Jef Raskin

Author, Engineer

Macintosh: Lessons Learned, Lessons Lost
63 minutes, 29mb, recorded 2004-01-13
Jef Raskin

Jef Raskin started Apple's Macintosh project, and he wants to set the record straight. He decries mistakes in published accounts of the creation of the Macintosh. For example, he cites the "creation myth" that Apple's computers were built by "college drop-outs and intuitive engineers flying by the seats of their pants." He identifies a phenomenon he calls the "Halo Effect," which "causes every invention to be attributed to the leader, or the most charismatic, or currently most news-worthy member of the group."

Jef blames lazy research, oversimplification, and lack of skepticism for blunders in mainstream media reporting of the history of Apple and Macintosh.

Jef spices his account with anecdotes of square pixels, one-button mice, bit-mapped fonts, and more.

A longtime BayCHI member, Jeff passed away a year after this program, the last of his six BayCHI appearances since 1994.


Jef Raskin (March 9, 1943-February 26, 2005) was born in New York City.
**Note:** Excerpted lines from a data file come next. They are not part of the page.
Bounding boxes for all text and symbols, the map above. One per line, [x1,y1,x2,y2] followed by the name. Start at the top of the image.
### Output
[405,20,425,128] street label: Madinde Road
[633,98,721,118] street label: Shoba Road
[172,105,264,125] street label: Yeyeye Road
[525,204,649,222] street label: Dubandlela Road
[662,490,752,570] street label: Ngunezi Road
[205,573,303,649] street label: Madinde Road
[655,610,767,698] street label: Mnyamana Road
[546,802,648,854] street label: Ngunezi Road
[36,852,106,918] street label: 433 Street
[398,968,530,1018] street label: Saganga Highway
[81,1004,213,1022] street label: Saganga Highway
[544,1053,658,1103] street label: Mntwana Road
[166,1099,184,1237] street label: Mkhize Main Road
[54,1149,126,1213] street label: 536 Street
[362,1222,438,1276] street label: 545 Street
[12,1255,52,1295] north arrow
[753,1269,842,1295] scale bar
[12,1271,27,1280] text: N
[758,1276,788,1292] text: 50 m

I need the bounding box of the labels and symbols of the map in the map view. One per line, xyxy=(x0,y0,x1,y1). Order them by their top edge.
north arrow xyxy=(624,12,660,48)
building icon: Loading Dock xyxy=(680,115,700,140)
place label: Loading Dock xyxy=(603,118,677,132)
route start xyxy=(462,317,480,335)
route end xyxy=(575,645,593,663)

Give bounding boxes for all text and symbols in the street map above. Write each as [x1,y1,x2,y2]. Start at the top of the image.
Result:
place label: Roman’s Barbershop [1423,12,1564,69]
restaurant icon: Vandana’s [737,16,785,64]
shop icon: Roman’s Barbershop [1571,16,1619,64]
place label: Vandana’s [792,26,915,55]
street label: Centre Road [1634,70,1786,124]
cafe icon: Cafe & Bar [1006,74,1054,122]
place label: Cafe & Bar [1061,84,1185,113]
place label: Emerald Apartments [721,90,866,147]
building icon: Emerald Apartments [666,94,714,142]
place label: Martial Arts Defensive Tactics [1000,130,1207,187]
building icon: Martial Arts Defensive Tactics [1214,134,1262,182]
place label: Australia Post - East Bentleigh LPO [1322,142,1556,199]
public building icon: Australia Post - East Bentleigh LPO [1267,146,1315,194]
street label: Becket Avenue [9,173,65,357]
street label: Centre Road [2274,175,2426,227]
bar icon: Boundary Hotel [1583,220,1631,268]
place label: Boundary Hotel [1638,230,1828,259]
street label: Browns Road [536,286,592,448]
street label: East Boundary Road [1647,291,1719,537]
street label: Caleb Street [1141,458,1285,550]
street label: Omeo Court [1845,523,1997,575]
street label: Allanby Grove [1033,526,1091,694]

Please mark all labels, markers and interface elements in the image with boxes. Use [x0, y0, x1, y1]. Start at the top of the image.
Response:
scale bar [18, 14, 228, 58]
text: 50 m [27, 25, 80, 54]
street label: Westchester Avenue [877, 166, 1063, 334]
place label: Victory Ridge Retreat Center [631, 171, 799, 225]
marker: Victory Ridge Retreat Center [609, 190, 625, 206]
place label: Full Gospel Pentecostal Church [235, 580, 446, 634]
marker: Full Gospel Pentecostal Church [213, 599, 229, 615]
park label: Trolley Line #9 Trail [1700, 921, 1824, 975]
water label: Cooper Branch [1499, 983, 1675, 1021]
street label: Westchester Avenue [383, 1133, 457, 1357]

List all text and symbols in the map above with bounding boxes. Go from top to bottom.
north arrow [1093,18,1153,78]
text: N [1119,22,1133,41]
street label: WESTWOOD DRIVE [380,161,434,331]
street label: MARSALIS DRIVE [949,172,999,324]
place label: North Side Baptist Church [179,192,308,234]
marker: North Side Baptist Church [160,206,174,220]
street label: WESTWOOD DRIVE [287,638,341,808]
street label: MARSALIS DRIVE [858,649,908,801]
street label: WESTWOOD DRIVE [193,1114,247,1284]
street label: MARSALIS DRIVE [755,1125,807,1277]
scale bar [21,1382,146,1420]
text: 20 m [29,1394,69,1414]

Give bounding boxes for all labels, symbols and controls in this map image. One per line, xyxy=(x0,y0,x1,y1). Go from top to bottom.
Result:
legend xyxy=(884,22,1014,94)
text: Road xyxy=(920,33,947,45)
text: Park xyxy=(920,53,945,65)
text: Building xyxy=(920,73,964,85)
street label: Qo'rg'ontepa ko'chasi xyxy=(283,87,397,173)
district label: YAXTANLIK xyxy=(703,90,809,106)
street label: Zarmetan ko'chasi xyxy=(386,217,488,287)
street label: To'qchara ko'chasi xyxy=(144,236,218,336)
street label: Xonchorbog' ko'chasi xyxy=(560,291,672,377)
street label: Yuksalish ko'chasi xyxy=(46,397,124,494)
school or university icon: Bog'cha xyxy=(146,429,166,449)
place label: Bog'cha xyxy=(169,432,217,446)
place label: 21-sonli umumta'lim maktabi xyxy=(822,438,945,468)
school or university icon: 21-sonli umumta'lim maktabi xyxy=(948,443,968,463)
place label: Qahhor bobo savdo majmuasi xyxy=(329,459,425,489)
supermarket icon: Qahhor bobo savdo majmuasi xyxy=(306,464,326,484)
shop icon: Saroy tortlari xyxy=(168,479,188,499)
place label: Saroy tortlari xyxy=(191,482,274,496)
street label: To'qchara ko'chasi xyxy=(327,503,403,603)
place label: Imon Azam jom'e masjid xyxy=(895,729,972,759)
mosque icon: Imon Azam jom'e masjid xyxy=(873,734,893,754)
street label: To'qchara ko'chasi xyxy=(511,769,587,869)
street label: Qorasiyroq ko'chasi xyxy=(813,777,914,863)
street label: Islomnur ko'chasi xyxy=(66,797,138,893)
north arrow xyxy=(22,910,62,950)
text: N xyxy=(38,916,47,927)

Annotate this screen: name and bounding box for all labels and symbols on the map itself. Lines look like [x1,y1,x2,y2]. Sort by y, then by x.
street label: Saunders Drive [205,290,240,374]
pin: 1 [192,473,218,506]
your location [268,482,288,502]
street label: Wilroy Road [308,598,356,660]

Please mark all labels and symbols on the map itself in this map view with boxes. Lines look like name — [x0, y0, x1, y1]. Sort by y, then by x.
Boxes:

He received degrees in mathematics (B.S. 1964) and philosophy (B.A. 1965) at the State University of New York at Stony Brook. In 1967 he earned a Master's Degree in Computer Science at Pennsylvania State University. His first computer program, a music program, was part of his master's thesis.

Raskin first met Apple Computer's Steve Jobs and Steve Wozniak following the debut of their Apple II personal computer at the first West Coast Computer Faire. Steve Jobs hired his firm, Bannister and Crun, which was named for two characters in the BBC radio comedy The Goon Show, to write the Apple II BASIC Programming Manual. In January 1978 Raskin joined Apple as Manager of Publications. For some time he continued as Director of Publications and New Product Review, and also worked on packaging and other issues.

Raskin left Apple in 1982 and formed Information Appliance, Inc. to implement his original concepts excluded from the Macintosh project.

Raskin was a long-time member of BAYCHI, the Bay-Area Computer-Human Interface group, a professional organization for human-interface designers. At the start of the new millennium, Raskin undertook the building of a new computer interface based on his 30 years of work and research, called The Humane Environment (THE). On January 1, 2005, he renamed it Archy. It is a system incarnating his concepts of the humane interface, by using open source elements.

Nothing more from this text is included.